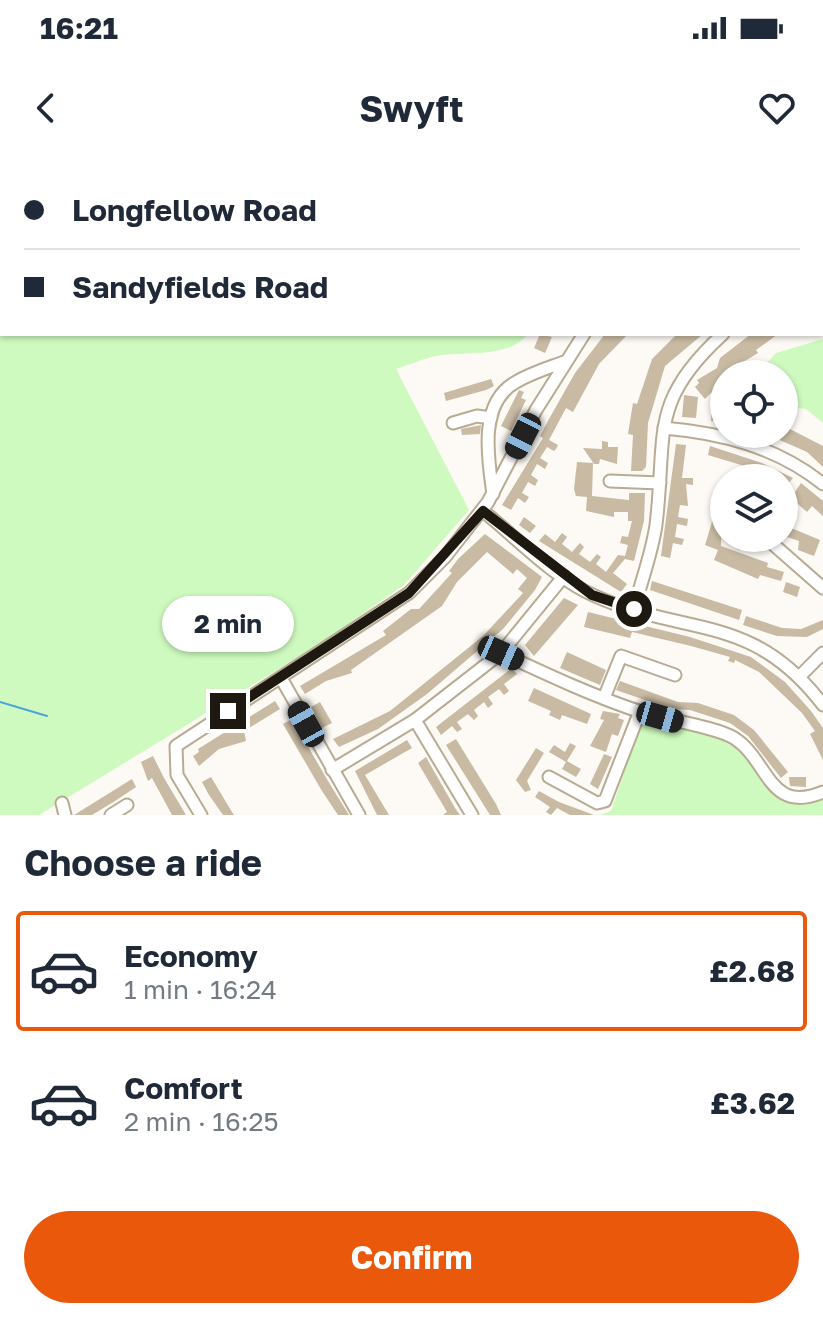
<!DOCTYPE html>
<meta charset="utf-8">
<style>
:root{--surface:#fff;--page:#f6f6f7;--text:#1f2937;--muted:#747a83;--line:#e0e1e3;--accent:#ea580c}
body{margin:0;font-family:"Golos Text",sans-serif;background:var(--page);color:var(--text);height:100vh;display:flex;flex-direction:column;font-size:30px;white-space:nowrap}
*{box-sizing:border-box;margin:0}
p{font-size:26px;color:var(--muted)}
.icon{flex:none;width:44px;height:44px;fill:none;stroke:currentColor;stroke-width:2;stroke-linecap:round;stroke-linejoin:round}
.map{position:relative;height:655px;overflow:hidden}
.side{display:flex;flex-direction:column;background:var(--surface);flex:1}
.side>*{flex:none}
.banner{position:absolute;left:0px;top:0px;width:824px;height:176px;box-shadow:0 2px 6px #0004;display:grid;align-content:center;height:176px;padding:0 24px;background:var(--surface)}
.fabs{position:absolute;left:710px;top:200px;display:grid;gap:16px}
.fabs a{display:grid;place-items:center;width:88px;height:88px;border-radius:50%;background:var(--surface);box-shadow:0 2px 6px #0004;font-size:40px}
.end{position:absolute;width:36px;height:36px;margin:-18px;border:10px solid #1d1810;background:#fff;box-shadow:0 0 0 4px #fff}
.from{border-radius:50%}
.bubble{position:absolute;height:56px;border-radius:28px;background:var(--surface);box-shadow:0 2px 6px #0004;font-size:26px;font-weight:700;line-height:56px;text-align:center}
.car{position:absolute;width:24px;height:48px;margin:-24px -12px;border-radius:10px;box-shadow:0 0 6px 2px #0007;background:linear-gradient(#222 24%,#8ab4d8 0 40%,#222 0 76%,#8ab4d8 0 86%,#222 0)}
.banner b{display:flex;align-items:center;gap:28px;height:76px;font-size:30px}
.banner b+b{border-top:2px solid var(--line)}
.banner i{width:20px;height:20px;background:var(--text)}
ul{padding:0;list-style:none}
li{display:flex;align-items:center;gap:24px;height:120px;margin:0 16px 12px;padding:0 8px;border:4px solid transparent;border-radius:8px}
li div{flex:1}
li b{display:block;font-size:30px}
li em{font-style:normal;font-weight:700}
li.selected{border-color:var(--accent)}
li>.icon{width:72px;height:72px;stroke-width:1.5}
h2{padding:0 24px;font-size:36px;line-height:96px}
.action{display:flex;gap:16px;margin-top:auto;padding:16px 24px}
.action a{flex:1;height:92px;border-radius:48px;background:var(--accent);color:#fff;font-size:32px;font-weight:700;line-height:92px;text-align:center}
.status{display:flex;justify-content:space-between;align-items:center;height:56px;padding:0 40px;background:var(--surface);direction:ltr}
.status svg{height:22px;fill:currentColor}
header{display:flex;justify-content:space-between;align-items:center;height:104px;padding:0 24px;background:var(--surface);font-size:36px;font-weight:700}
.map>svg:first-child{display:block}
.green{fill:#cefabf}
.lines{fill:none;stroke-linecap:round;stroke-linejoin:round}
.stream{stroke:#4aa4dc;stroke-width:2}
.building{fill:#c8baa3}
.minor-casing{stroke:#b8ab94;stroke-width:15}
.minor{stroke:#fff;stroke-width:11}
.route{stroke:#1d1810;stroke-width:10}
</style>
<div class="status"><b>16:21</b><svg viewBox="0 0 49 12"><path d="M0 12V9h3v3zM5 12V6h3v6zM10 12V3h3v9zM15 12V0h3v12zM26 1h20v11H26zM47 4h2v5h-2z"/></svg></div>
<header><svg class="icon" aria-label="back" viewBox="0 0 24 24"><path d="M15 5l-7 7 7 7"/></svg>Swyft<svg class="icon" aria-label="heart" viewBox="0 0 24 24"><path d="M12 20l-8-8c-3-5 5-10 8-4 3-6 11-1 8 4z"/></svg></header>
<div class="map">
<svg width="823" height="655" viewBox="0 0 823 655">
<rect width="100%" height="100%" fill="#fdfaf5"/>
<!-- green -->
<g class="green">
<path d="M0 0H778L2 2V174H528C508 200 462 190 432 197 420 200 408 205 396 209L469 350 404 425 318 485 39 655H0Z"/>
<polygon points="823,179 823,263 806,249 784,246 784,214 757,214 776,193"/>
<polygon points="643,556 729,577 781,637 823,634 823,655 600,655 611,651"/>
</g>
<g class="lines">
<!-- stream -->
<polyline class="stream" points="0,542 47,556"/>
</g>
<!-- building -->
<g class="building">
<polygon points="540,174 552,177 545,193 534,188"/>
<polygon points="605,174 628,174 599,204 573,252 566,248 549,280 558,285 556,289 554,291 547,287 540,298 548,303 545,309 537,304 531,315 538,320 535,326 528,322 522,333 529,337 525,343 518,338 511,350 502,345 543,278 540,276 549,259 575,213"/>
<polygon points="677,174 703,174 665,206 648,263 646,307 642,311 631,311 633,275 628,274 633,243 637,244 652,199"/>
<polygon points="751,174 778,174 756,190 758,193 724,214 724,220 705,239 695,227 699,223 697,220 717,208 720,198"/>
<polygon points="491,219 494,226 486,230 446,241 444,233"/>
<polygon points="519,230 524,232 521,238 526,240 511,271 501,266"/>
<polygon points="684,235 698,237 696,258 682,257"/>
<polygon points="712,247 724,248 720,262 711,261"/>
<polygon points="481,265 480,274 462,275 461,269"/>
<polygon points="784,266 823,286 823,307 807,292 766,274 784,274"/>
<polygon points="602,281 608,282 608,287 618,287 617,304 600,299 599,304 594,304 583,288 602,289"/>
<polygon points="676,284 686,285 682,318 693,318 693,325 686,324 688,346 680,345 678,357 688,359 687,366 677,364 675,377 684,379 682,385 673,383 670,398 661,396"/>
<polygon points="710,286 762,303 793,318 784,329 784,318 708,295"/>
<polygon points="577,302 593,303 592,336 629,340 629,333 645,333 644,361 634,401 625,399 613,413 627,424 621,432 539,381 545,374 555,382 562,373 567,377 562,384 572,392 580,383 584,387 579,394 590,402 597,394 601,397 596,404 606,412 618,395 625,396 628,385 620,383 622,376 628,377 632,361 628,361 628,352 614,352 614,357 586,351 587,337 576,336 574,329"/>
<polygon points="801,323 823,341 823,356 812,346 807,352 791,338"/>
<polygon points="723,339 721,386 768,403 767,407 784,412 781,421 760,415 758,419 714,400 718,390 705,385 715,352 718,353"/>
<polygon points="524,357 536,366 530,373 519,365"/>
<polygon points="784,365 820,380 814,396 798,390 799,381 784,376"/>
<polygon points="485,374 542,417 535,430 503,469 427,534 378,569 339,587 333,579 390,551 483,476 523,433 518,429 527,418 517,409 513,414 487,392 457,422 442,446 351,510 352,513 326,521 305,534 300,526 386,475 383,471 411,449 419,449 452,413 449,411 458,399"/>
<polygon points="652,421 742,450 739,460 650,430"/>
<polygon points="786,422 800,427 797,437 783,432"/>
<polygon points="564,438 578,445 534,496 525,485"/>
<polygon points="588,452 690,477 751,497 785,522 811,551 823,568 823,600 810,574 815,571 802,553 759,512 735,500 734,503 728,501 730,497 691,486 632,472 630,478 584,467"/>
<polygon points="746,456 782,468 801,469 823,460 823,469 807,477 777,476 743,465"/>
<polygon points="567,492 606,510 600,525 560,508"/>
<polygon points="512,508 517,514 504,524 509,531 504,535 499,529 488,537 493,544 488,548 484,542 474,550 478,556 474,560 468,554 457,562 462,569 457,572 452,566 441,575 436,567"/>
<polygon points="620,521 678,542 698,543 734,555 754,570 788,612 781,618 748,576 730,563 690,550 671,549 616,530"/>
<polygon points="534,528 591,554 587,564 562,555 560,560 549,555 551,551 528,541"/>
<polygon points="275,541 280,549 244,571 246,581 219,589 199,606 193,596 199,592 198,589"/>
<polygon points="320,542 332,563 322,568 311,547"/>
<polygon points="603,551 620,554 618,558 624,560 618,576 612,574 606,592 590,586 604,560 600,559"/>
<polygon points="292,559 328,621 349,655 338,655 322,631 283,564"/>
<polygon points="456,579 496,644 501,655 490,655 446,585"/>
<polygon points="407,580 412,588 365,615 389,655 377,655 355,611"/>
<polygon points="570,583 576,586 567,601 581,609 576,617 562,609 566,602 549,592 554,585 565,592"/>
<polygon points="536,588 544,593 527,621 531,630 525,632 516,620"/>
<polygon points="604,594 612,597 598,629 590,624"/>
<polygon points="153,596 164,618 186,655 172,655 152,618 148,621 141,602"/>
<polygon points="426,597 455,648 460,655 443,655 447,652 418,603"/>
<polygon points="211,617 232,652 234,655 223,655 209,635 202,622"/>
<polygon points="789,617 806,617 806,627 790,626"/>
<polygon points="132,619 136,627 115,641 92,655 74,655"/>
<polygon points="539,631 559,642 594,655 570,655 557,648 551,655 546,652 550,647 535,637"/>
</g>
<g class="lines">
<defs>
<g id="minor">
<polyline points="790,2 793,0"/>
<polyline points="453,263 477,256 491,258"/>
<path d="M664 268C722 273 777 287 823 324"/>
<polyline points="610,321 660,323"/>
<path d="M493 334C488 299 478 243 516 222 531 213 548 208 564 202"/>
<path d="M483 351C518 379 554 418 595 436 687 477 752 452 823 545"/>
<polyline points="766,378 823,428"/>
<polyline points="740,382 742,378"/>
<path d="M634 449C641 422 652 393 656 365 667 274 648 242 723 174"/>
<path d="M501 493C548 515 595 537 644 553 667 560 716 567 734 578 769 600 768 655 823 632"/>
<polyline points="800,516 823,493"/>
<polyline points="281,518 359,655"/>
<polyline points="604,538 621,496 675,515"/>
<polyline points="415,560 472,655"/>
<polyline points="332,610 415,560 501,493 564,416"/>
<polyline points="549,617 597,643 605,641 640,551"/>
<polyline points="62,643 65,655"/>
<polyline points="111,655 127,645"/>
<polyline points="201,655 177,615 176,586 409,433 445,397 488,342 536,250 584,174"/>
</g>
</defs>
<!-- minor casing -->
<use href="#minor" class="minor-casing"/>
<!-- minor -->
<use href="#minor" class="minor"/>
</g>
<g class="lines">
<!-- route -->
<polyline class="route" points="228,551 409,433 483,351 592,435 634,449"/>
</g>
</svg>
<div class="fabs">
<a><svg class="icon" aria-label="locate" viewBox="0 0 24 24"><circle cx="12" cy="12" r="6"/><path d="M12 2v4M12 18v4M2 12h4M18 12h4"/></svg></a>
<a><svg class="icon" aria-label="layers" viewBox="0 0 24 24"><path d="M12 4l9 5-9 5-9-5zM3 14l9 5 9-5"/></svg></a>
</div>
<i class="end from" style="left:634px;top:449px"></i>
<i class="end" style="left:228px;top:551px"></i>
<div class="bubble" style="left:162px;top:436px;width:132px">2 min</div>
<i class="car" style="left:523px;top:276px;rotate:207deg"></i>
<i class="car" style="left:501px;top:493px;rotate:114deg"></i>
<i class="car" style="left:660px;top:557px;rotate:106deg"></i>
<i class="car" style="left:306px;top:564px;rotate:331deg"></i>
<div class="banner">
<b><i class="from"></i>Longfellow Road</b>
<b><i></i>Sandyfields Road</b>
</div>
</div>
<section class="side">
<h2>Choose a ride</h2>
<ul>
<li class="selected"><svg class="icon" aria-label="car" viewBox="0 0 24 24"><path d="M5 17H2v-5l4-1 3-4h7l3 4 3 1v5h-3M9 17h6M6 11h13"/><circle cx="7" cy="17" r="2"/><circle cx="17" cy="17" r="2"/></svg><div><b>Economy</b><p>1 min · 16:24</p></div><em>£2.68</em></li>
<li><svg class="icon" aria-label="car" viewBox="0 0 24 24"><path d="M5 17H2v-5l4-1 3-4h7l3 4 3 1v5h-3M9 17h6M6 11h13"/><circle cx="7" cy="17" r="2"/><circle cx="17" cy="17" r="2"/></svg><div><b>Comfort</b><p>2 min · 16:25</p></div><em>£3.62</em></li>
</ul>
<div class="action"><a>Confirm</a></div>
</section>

:::

**Work order**
Scan the listing above. Collect all lines with the word "style".

**Answer section**
<style>
ul{padding:0;list-style:none}
li em{font-style:normal;font-weight:700}
</style>
<i class="end from" style="left:634px;top:449px"></i>
<i class="end" style="left:228px;top:551px"></i>
<div class="bubble" style="left:162px;top:436px;width:132px">2 min</div>
<i class="car" style="left:523px;top:276px;rotate:207deg"></i>
<i class="car" style="left:501px;top:493px;rotate:114deg"></i>
<i class="car" style="left:660px;top:557px;rotate:106deg"></i>
<i class="car" style="left:306px;top:564px;rotate:331deg"></i>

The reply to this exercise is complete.